Un vivier d’experts pour garantir la réussite du programme TAAT

 La durabilité des réalisations du programme TAAT dépend du niveau de collaboration entre les chaines de valeur, les facilitateurs et les acteurs nationaux et régionaux. Pour s’assurer de concrétiser ses objectifs c’est-à-dire la mise à l’échelle réussie des technologies, le programme s’est entouré de facilitateurs dans les domaines de développement des capacités, de politique, de jeunesse, de fertilité du sol puis de gestion de l’eau et gestion de la chenille légionnaire qui collaborent avec les acteurs nationaux et régionaux. Il s’agit essentiellement de la Fondation africaine pour la technologie agricole (AATF) qui assure le leadership du TAAT Compact Maïs, de l’Institut international d’agriculture tropicale (IITA) qui se charge de la coordination du TAAT Compact Manioc, l’Africa Rice assure la direction du TAAT Compact Riz et le Centre international de développement des engrais (IFDC).

Lire aussi : Sécurité alimentaire : La BAD mise sur les technologies pour assurer l’autosuffisance en riziculture

Le TAAT, un programme « touche-à-tout »

Le programme TAAT a la particularité d’être transversal. Au-delà de ses interventions dans les chaines de valeurs énumérées plus haut, il contribue par d’autres compacts, à la mise en valeur d’autres filières de l’agrobusiness.

Le programme TAAT consacre un volet à l’emploi des jeunes.
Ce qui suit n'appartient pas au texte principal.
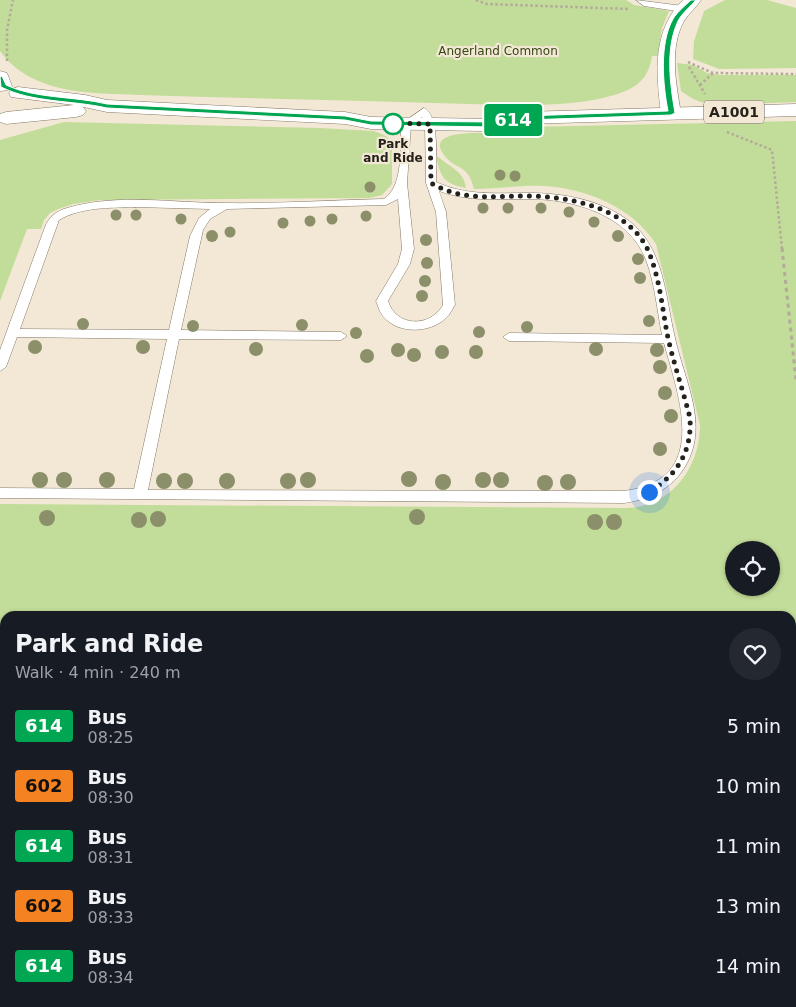 <!DOCTYPE html>
<meta charset="utf-8">
<style>
:root{--surface:#171b24;--page:#242831;--text:#f1f3f6;--muted:#9ea1a6}
body{margin:0;font-family:"DejaVu Sans",sans-serif;background:var(--page);color:var(--text);height:100vh;display:flex;flex-direction:column;font-size:19px;white-space:nowrap}
*{box-sizing:border-box;margin:0}
p{font-size:16px;color:var(--muted)}
.icon{flex:none;width:28px;height:28px;fill:none;stroke:currentColor;stroke-width:2;stroke-linecap:round;stroke-linejoin:round}
.map{position:relative;flex:1;overflow:hidden}
.details{position:absolute;left:0px;top:611px;width:796px;height:396px;display:flex;flex-direction:column;background:var(--surface);border-radius:15px 15px 0 0;box-shadow:0 1px 4px #0004}
.details>*{flex:none}
.badge{padding:0 10px;border-radius:4px;font-size:18px;line-height:32px}
.fabs{position:absolute;left:725px;top:541px;display:grid;gap:10px}
.fabs a{display:grid;place-items:center;width:55px;height:55px;border-radius:50%;background:var(--surface);box-shadow:0 1px 4px #0004;font-size:25px}
.you{position:absolute;width:25px;height:25px;margin:-12px;border:4px solid #fff;border-radius:50%;background:#1a73e8;box-shadow:0 0 0 8px #1a73e833}
.map>.badge{position:absolute;translate:-50% -50%;box-shadow:0 0 0 2px #fff}
.round{display:grid;place-items:center;flex:none;width:52px;height:52px;border-radius:26px;background:var(--page)}
.headline{display:flex;align-items:center;justify-content:space-between;height:85px;padding:0 15px}
h1{font-size:24px;font-weight:700;line-height:38px}
ul{padding:0;list-style:none}
li{display:flex;align-items:center;gap:15px;height:60px;padding:0 15px}
li div{flex:1}
li b{display:block;font-size:19px}
li em{font-style:normal}
li .badge{min-width:55px;font-weight:700;text-align:center}
.map>svg:first-child{display:block}
.green{fill:#c2dc99;fill-rule:evenodd}
.lines{fill:none;stroke-linecap:round;stroke-linejoin:round}
.lane-casing{stroke:#837968;stroke-width:1}
.secondary-casing{stroke:#837968;stroke-width:1}
.primary-casing{stroke:#837968;stroke-width:1}
.path-far1{stroke:#b3aa9b;stroke-width:2.5;stroke-dasharray:2.5 2.5;stroke-linecap:butt}
.path{stroke:#b3aa9b;stroke-width:3;stroke-dasharray:4 4;stroke-linecap:butt}
.lane{fill:#fff;fill-rule:evenodd}
.secondary{fill:#fff;fill-rule:evenodd}
.primary{fill:#fff;fill-rule:evenodd}
.tree{fill:#8b8f6a}
.line{fill:#00a651;stroke:#fff}
.walk{stroke:#26221b;stroke-width:5;stroke-dasharray:0 9}
.stop-dot{fill:#fff;stroke:#00a651;stroke-width:2.5}
.labels{text-anchor:middle;stroke-width:4.5;stroke-linejoin:round;paint-order:stroke}
.far-park-label{font-size:12px;fill:#364613;stroke:#f3e8d5}
.far-stop-label{font-size:12px;font-weight:bold;fill:#26221b;stroke:#f3e8d5}
.shield{fill:#f3e8d5;stroke:#645d53;stroke-width:1}
.shield-label{font-size:14px;font-weight:bold;fill:#26221b}
</style>
<div class="map">
<svg width="796" height="1007" viewBox="0 0 796 1007">
<rect width="100%" height="100%" fill="#f3e8d5"/>
<g class="green">
<path d="M0,0H626L634,5L669,11L662,28L658,56H652C649,75 641,85 623,92C574,111 489,104 435,103C337,100 238,98 140,95C91,93 32,95 0,51Z"/>
<polygon points="725,0 767,0 796,8 796,68 719,69 693,59 694,41 704,11"/>
<path d="M677,63L693,65L707,73L720,75H796V102L714,105C701,103 691,99 681,91Z"/>
<path d="M796,121V1007H0V504L626,508C671,507 700,468 700,425L656,244C632,207 586,188 543,186C520,185 497,189 474,189C468,163 456,171 444,155C425,130 477,133 488,133L487,128ZM734,550H771V588H734ZM5,616H791V1002H5Z"/>
<polygon points="64,122 319,128 374,131 386,136 392,143 392,184 382,195 369,198 100,200 73,204 58,209 50,213 44,220 41,229 27,229 0,301 0,140"/>
<path d="M436,155C447,166 464,170 466,188C443,184 440,176 436,155Z"/>
</g>
<g class="lines">
<defs>
<g id="lane">
<polygon points="636,0 683,6 687,9 683,12 644,6"/>
<path d="M424,108C440,114 436,166 436,182C466,196 496,193 529,193C563,193 601,200 629,221C665,249 665,297 675,338C685,384 713,430 680,474C666,492 645,500 624,503L0,498V488L134,489L167,339L17,337L6,367L0,371V350L45,227C49,217 56,211 67,208C117,193 172,203 223,203C276,204 330,200 384,199C404,186 400,146 401,124ZM422,117L425,124L426,183L436,212L443,305C430,328 396,327 388,301L410,264L414,249L407,183L411,125ZM439,191C469,202 498,199 529,199C574,199 629,215 646,260C655,284 657,310 662,335L509,333L503,337L509,341L664,343C679,398 711,480 624,491L148,490L179,339L341,340L347,336L341,332L181,330L203,230L210,219L227,209L386,205L398,199L402,249L398,264L376,301C379,309 381,316 388,321C403,334 432,332 446,318C450,315 452,309 455,305L446,212ZM135,207L210,209L199,218L190,236L169,330L20,329L59,220C81,207 109,208 135,207Z"/>
</g>
<path id="secondary" d="M683,0H701C696,8 689,13 684,21C669,48 676,84 681,113L678,117L671,119L664,117L661,113C656,73 652,30 683,0Z"/>
<g id="primary">
<polygon points="0,71 7,73 12,86 10,90 0,91"/>
<polygon points="18,87 85,95 107,100 345,112 371,117 493,119 499,118 496,114 499,110 506,108 524,112 796,104 796,116 524,124 493,131 482,131 371,129 345,124 107,112 79,106 83,107 86,111 83,115 76,117 6,124 0,122 0,114 6,112 74,105 11,97 9,93 11,89"/>
</g>
</defs>
<use href="#lane" class="lane-casing"/>
<use href="#secondary" class="secondary-casing"/>
<use href="#primary" class="primary-casing"/>
<g class="path-far1">
<polyline points="476,0 487,4 629,9"/>
<polyline points="7,61 7,30 13,0"/>
<polyline points="688,62 713,73 796,74"/>
<polyline points="689,67 705,94"/>
<polyline points="700,85 713,73"/>
<polyline points="727,132 772,150 782,249"/>
</g>
<polyline class="path" points="782,248 796,380"/>
<use href="#lane" class="lane"/>
<use href="#secondary" class="secondary"/>
<use href="#primary" class="primary"/>
</g>
<g class="tree">
<circle cx="500" cy="175" r="5.5"/>
<circle cx="515" cy="176" r="5.5"/>
<circle cx="370" cy="187" r="5.5"/>
<circle cx="483" cy="208" r="5.5"/>
<circle cx="508" cy="208" r="5.5"/>
<circle cx="541" cy="208" r="5.5"/>
<circle cx="569" cy="212" r="5.5"/>
<circle cx="116" cy="215" r="5.5"/>
<circle cx="136" cy="215" r="5.5"/>
<circle cx="366" cy="216" r="5.5"/>
<circle cx="181" cy="219" r="5.5"/>
<circle cx="332" cy="219" r="5.5"/>
<circle cx="310" cy="221" r="5.5"/>
<circle cx="594" cy="222" r="5.5"/>
<circle cx="283" cy="223" r="5.5"/>
<circle cx="230" cy="232" r="5.5"/>
<circle cx="212" cy="236" r="6"/>
<circle cx="618" cy="236" r="6"/>
<circle cx="426" cy="240" r="6"/>
<circle cx="638" cy="259" r="6"/>
<circle cx="427" cy="263" r="6"/>
<circle cx="640" cy="278" r="6"/>
<circle cx="425" cy="281" r="6"/>
<circle cx="422" cy="296" r="6"/>
<circle cx="649" cy="321" r="6"/>
<circle cx="83" cy="324" r="6"/>
<circle cx="302" cy="325" r="6"/>
<circle cx="193" cy="326" r="6"/>
<circle cx="527" cy="327" r="6"/>
<circle cx="479" cy="332" r="6"/>
<circle cx="356" cy="333" r="6"/>
<circle cx="35" cy="347" r="7"/>
<circle cx="143" cy="347" r="7"/>
<circle cx="256" cy="349" r="7"/>
<circle cx="596" cy="349" r="7"/>
<circle cx="398" cy="350" r="7"/>
<circle cx="657" cy="350" r="7"/>
<circle cx="442" cy="352" r="7"/>
<circle cx="476" cy="352" r="7"/>
<circle cx="414" cy="355" r="7"/>
<circle cx="367" cy="356" r="7"/>
<circle cx="660" cy="367" r="7"/>
<circle cx="665" cy="393" r="7"/>
<circle cx="671" cy="416" r="7"/>
<circle cx="660" cy="449" r="7"/>
<circle cx="409" cy="479" r="8"/>
<circle cx="40" cy="480" r="8"/>
<circle cx="64" cy="480" r="8"/>
<circle cx="107" cy="480" r="8"/>
<circle cx="308" cy="480" r="8"/>
<circle cx="483" cy="480" r="8"/>
<circle cx="501" cy="480" r="8"/>
<circle cx="164" cy="481" r="8"/>
<circle cx="185" cy="481" r="8"/>
<circle cx="227" cy="481" r="8"/>
<circle cx="288" cy="481" r="8"/>
<circle cx="443" cy="482" r="8"/>
<circle cx="568" cy="482" r="8"/>
<circle cx="545" cy="483" r="8"/>
<circle cx="417" cy="517" r="8"/>
<circle cx="47" cy="518" r="8"/>
<circle cx="158" cy="519" r="8"/>
<circle cx="139" cy="520" r="8"/>
<circle cx="595" cy="522" r="8"/>
<circle cx="614" cy="522" r="8"/>
</g>
<path class="line" d="M691,0H696C691,6 682,13 678,21C665,49 670,84 675,113L671,115L524,120L493,127L371,125L345,120L107,108C72,100 33,103 1,87L0,77L2,76L6,85C36,99 74,96 107,104L345,116L371,121L493,122L524,116L668,111C663,85 659,44 673,19C677,12 686,5 691,0Z"/>
<g class="lines">
<path class="walk" d="M393,124L388,123L430,124L431,183C465,203 497,195 535,196C574,198 627,209 647,248C659,274 662,306 667,333C673,362 683,390 690,418C692,452 677,475 649,492"/>
</g>
<circle class="stop-dot" cx="393" cy="124" r="10"/>
<g class="labels">
<g class="far-park-label">
<text x="498" y="55">Angerland Common</text>
</g>
<g class="far-stop-label">
<text x="393" y="148">Park<tspan x="393" dy="14">and Ride</tspan></text>
</g>
<rect class="shield" x="704" y="100.5" width="60" height="23" rx="4"/>
<g class="shield-label">
<text x="734" y="117">A1001</text>
</g>
</g>
</svg>
<div class="fabs">
<a><svg class="icon" aria-label="locate" viewBox="0 0 24 24"><circle cx="12" cy="12" r="6"/><path d="M12 2v4M12 18v4M2 12h4M18 12h4"/></svg></a>
</div>
<div class="you" style="left:649px;top:492px"></div>
<b class="badge" style="left:513px;top:120px;background:#00a651;color:#fff">614</b>
<section class="details">
<div class="headline"><div><h1>Park and Ride</h1><p>Walk · 4 min · 240 m</p></div><a class="round"><svg class="icon" aria-label="heart" viewBox="0 0 24 24"><path d="M12 20l-8-8c-3-5 5-10 8-4 3-6 11-1 8 4z"/></svg></a></div>
<ul>
<li><span class="badge" style="background:#00a651;color:#fff">614</span><div><b>Bus</b><p>08:25</p></div><em>5 min</em></li>
<li><span class="badge" style="background:#f58220;color:#111">602</span><div><b>Bus</b><p>08:30</p></div><em>10 min</em></li>
<li><span class="badge" style="background:#00a651;color:#fff">614</span><div><b>Bus</b><p>08:31</p></div><em>11 min</em></li>
<li><span class="badge" style="background:#f58220;color:#111">602</span><div><b>Bus</b><p>08:33</p></div><em>13 min</em></li>
<li><span class="badge" style="background:#00a651;color:#fff">614</span><div><b>Bus</b><p>08:34</p></div><em>14 min</em></li>
</ul>
</section>
</div>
En effet, il a constitué un cercle d’agripreneurs au sein de l’IITA dénommé Compact-Enable TAAT. Avec ce compact, le programme s’évertue à renforcer le pouvoir des jeunes et leur capacité à créer des emplois pour eux-mêmes.

À travers le Compact-Volaille, le programme entend moderniser la production de la volaille à différentes échelles de production en améliorant au niveau génétique, l’alimentation animale, les soins de santé et la commercialisation.

Dans le compact réservé à l’aquaculture, il ambitionne de rénover la pisciculture en mettant l’accent sur le tilapia et le poisson-chat africain par le biais de l’introduction des races améliorées de poissons, l’établissement des centres de géniteurs et la facilitation de la coopération transfrontalière pour le transfert de ces poissons d’élite.

La filière riz bénéficie également de l’attention du programme à travers quatre variétés à savoir NERICA 19sub1 et ORYLUX 6, NERICA L19sub1 et les variétés ARICA. Ces variétés de riz possèdent de fortes capacités d’adaptation aux stress biotiques et abiotiques prédominants résultant principalement du changement climatique. LE programme TAAT fait une place à la filière Soja également en fournissant des engrais spécifiques aux variétés ayant un fort potentiel de rendement.

Tout ce dispositif mis en place témoigne que le programme TAAT nourrie de grandes ambitions pour l’économie de l’Afrique en général et pour les producteurs africains en particulier.